Takeuchi’s movie features enough notable differences to qualify as a “re-imagining” rather than a concluding chapter. The original Kimba/Leo learned kung fu, became a United Nations ambassador, converted predators to vegetarianism and had adventures alongside a 007 style secret agent. He also learned to speak English and had a knack with sci-fi gadgetry. This film downplays Tezuka’s more outlandish concepts, but retains a certain Buddhist-derived mysticism with communication implied between good guys like Dr. Moustache and the animals. It also retains Tezuka’s charmingly retro art style along with his love of pun names and sudden shifts in tone. Social commentary and sweeping humanitarian themes rub shoulders with comic book super-science, wild theories about evolution and genetics, and Disneyesque whimsy. Long-time fans will note the absence of characters like Boss Rhino or Daniel Baboon, but old favourites like Coco the Parrot (Kaneta Kimotsuki) and Tommy the Gazelle (Naoki Tatsuta) are here as you remember them.
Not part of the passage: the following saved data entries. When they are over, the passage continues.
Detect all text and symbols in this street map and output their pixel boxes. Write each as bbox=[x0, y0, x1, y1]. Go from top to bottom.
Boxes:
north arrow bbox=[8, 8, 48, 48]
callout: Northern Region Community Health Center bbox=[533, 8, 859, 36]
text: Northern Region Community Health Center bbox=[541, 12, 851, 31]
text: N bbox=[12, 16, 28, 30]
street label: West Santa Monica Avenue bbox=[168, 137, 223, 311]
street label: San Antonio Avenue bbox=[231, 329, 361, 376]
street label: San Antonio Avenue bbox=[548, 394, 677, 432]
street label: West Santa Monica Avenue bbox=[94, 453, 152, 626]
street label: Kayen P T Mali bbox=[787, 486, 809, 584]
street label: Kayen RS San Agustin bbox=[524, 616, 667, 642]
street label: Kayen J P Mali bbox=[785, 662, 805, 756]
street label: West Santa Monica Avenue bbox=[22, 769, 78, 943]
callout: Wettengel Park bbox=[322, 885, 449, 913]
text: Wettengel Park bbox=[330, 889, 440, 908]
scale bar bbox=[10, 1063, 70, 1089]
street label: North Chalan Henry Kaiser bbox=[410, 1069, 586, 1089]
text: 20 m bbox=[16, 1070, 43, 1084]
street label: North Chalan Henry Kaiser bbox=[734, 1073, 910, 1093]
If we’re being picky, Lukio adds nothing and the filmmakers prefer to clearly colour characters good or bad, ignoring Tezuka’s subtle moral shadings. But the utopian ideals woven into the allegorical remain affecting in their messages about cooperation, racism, conservation and pacifism. Although not graphic, the deaths of animals, including several major characters are harrowing. So while the film is ideal family entertainment it probably isn’t something you can leave young kids to watch unsupervised.
The lush animation, crafted with care and detail by Tezuka Productions, is worthy of Disney’s finest. Observe the jungle intro wherein a veritable pageantry of wildlife assembles to herald the birth of Lune and Lukio, reaching a crescendo when an elephant and giraffe raise the cubs up to the sky before the Busby Berkley-esque chorus of animals. It’s a symphony of nature. Lookout for the wonderful Dr. Seuss-styled dream sequence where Lune imagines himself riding a rocket ship and giant robot legs across a candy-coloured fantasyland of flower children, shooting stars and trippy human-animal hybrids. Or the awe-inspiring entrance of the prehistoric mammoth Great Mother in a shower of stars, which recalls the Forest God in Princess Mononoke (1997).
For fans however it is Leo and Dr. Moustache’s ascent up Moon Mountain that proves the most affecting. Takeuchi weaves in a surprise nod to The Treasure of Sierra Madre (1948) and concludes on a jaw-dropping note that makes a more poetic point about the cycle of life, death and rebirth than The Lion King (1994) ever did. Be prepared to shed a tear, Kimba fans because a little piece of your childhood goes with him.